> **Assignment**: Return the data below unchanged, without images.

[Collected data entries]
********************

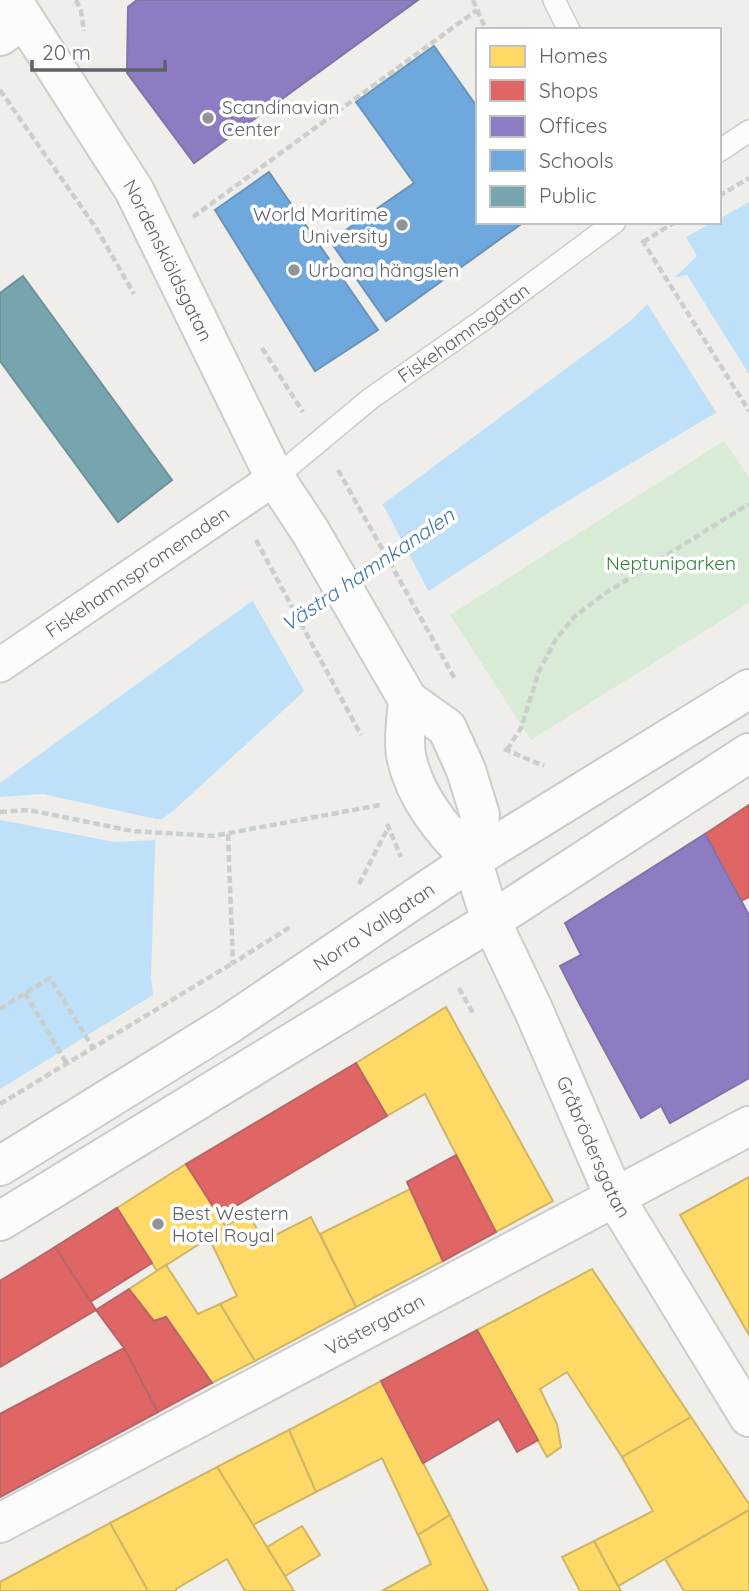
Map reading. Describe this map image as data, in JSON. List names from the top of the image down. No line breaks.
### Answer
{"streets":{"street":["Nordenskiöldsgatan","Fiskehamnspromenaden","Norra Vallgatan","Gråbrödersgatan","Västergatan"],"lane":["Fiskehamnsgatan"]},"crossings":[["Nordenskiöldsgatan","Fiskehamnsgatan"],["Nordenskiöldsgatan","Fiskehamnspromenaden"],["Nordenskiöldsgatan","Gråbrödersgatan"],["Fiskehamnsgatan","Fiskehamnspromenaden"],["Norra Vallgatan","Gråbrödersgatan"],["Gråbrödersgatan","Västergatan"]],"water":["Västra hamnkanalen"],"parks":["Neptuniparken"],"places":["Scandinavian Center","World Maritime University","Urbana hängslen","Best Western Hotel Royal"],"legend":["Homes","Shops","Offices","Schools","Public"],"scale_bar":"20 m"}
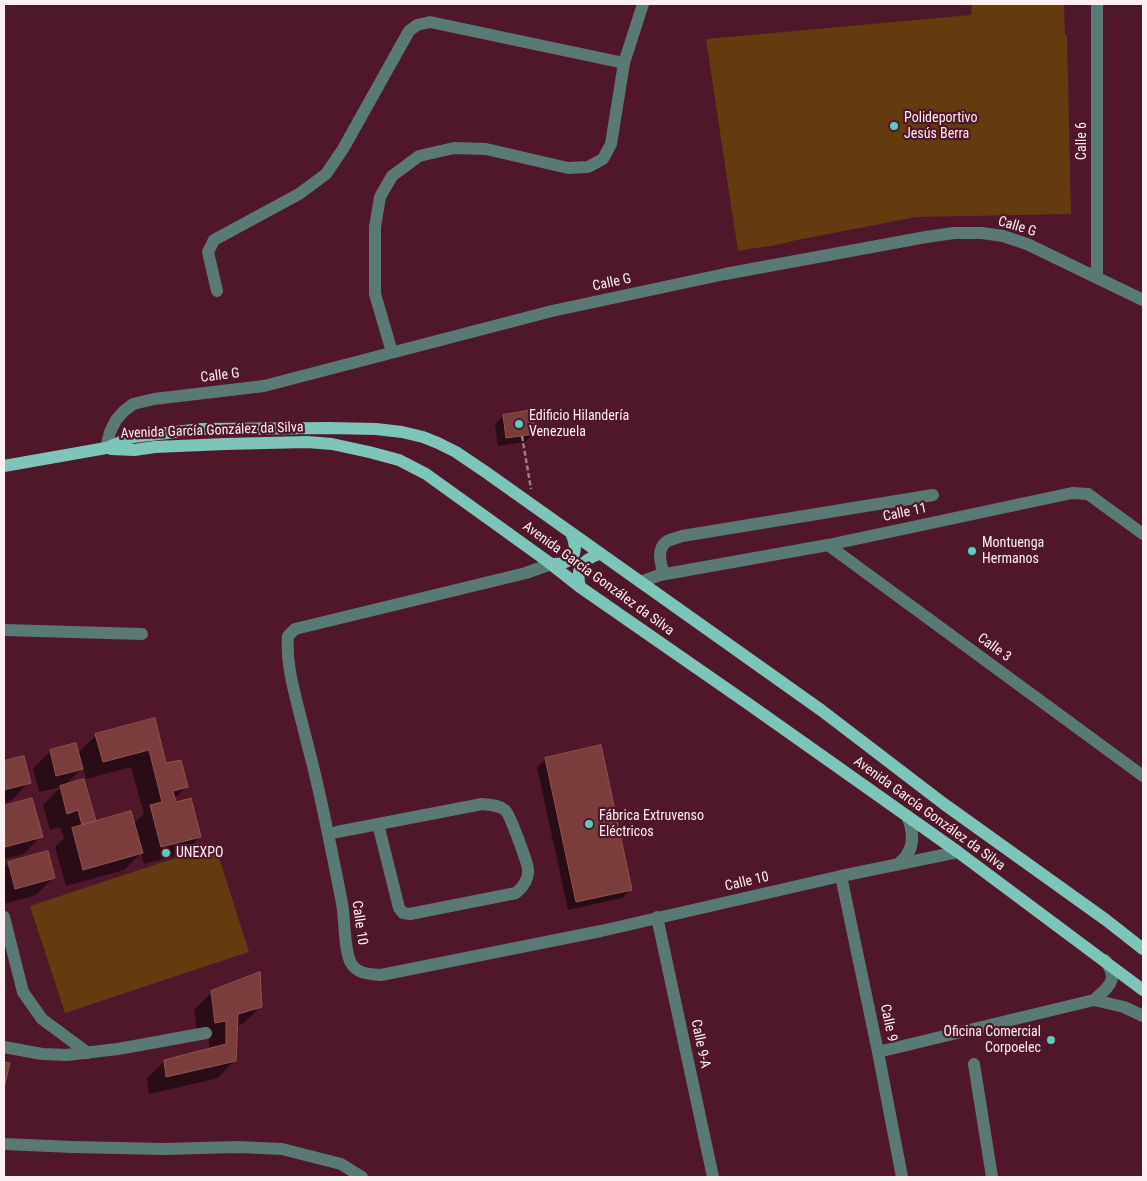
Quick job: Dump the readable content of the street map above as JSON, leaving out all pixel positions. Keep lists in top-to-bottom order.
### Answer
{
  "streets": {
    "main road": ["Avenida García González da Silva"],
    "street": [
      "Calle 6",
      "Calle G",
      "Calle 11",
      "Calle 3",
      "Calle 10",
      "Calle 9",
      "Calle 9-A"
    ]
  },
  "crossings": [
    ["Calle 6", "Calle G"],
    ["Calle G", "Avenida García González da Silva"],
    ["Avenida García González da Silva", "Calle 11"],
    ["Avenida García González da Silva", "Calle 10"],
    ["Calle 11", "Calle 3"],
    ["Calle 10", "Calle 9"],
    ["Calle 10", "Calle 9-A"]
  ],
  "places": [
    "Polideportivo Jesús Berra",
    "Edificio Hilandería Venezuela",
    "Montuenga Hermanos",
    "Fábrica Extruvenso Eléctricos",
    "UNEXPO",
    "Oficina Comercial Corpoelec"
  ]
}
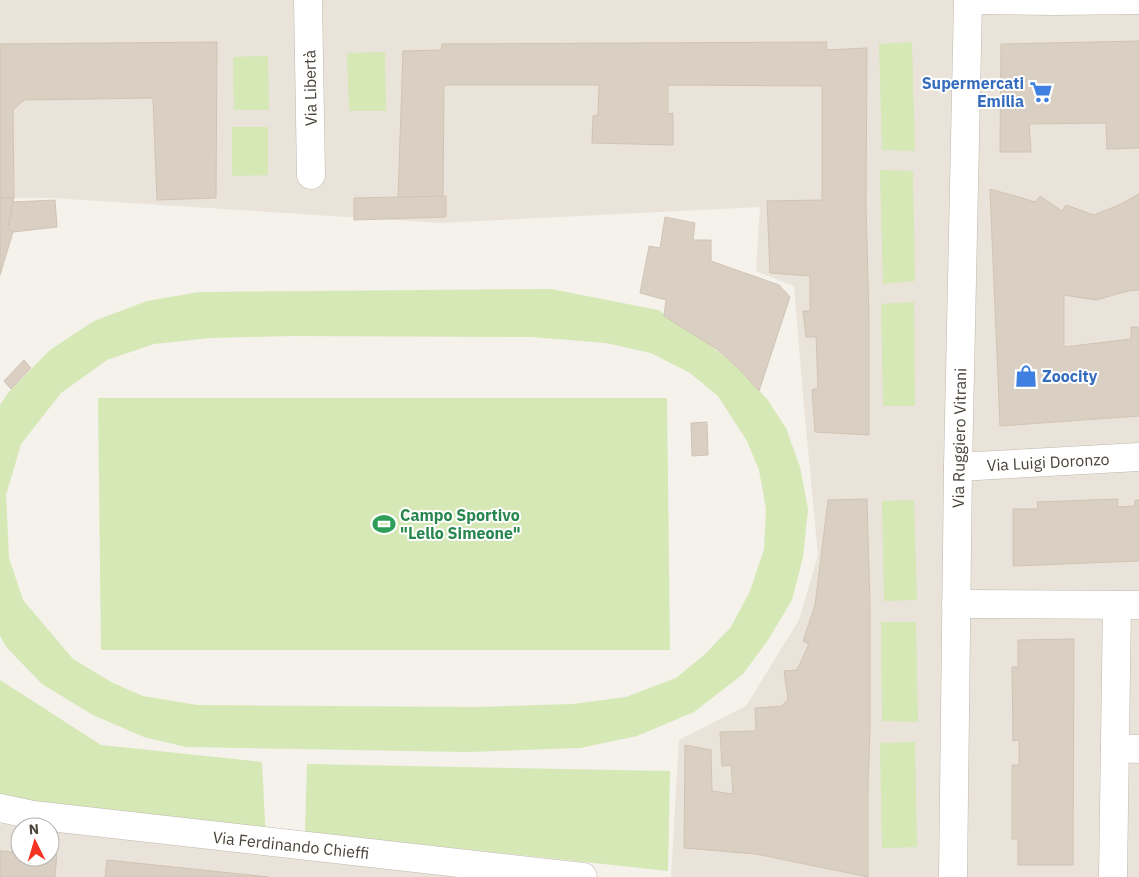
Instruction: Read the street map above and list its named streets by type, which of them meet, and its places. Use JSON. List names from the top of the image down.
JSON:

********************

> **Task solution**:
Map reading. Describe this map image as data, in JSON. List names from the top of the image down. No line breaks.
### Answer
{"streets":{"street":["Nordenskiöldsgatan","Fiskehamnspromenaden","Norra Vallgatan","Gråbrödersgatan","Västergatan"],"lane":["Fiskehamnsgatan"]},"crossings":[["Nordenskiöldsgatan","Fiskehamnsgatan"],["Nordenskiöldsgatan","Fiskehamnspromenaden"],["Nordenskiöldsgatan","Gråbrödersgatan"],["Fiskehamnsgatan","Fiskehamnspromenaden"],["Norra Vallgatan","Gråbrödersgatan"],["Gråbrödersgatan","Västergatan"]],"water":["Västra hamnkanalen"],"parks":["Neptuniparken"],"places":["Scandinavian Center","World Maritime University","Urbana hängslen","Best Western Hotel Royal"],"legend":["Homes","Shops","Offices","Schools","Public"],"scale_bar":"20 m"}
Quick job: Dump the readable content of the street map above as JSON, leaving out all pixel positions. Keep lists in top-to-bottom order.
### Answer
{
  "streets": {
    "main road": ["Avenida García González da Silva"],
    "street": [
      "Calle 6",
      "Calle G",
      "Calle 11",
      "Calle 3",
      "Calle 10",
      "Calle 9",
      "Calle 9-A"
    ]
  },
  "crossings": [
    ["Calle 6", "Calle G"],
    ["Calle G", "Avenida García González da Silva"],
    ["Avenida García González da Silva", "Calle 11"],
    ["Avenida García González da Silva", "Calle 10"],
    ["Calle 11", "Calle 3"],
    ["Calle 10", "Calle 9"],
    ["Calle 10", "Calle 9-A"]
  ],
  "places": [
    "Polideportivo Jesús Berra",
    "Edificio Hilandería Venezuela",
    "Montuenga Hermanos",
    "Fábrica Extruvenso Eléctricos",
    "UNEXPO",
    "Oficina Comercial Corpoelec"
  ]
}
Instruction: Read the street map above and list its named streets by type, which of them meet, and its places. Use JSON. List names from the top of the image down.
JSON:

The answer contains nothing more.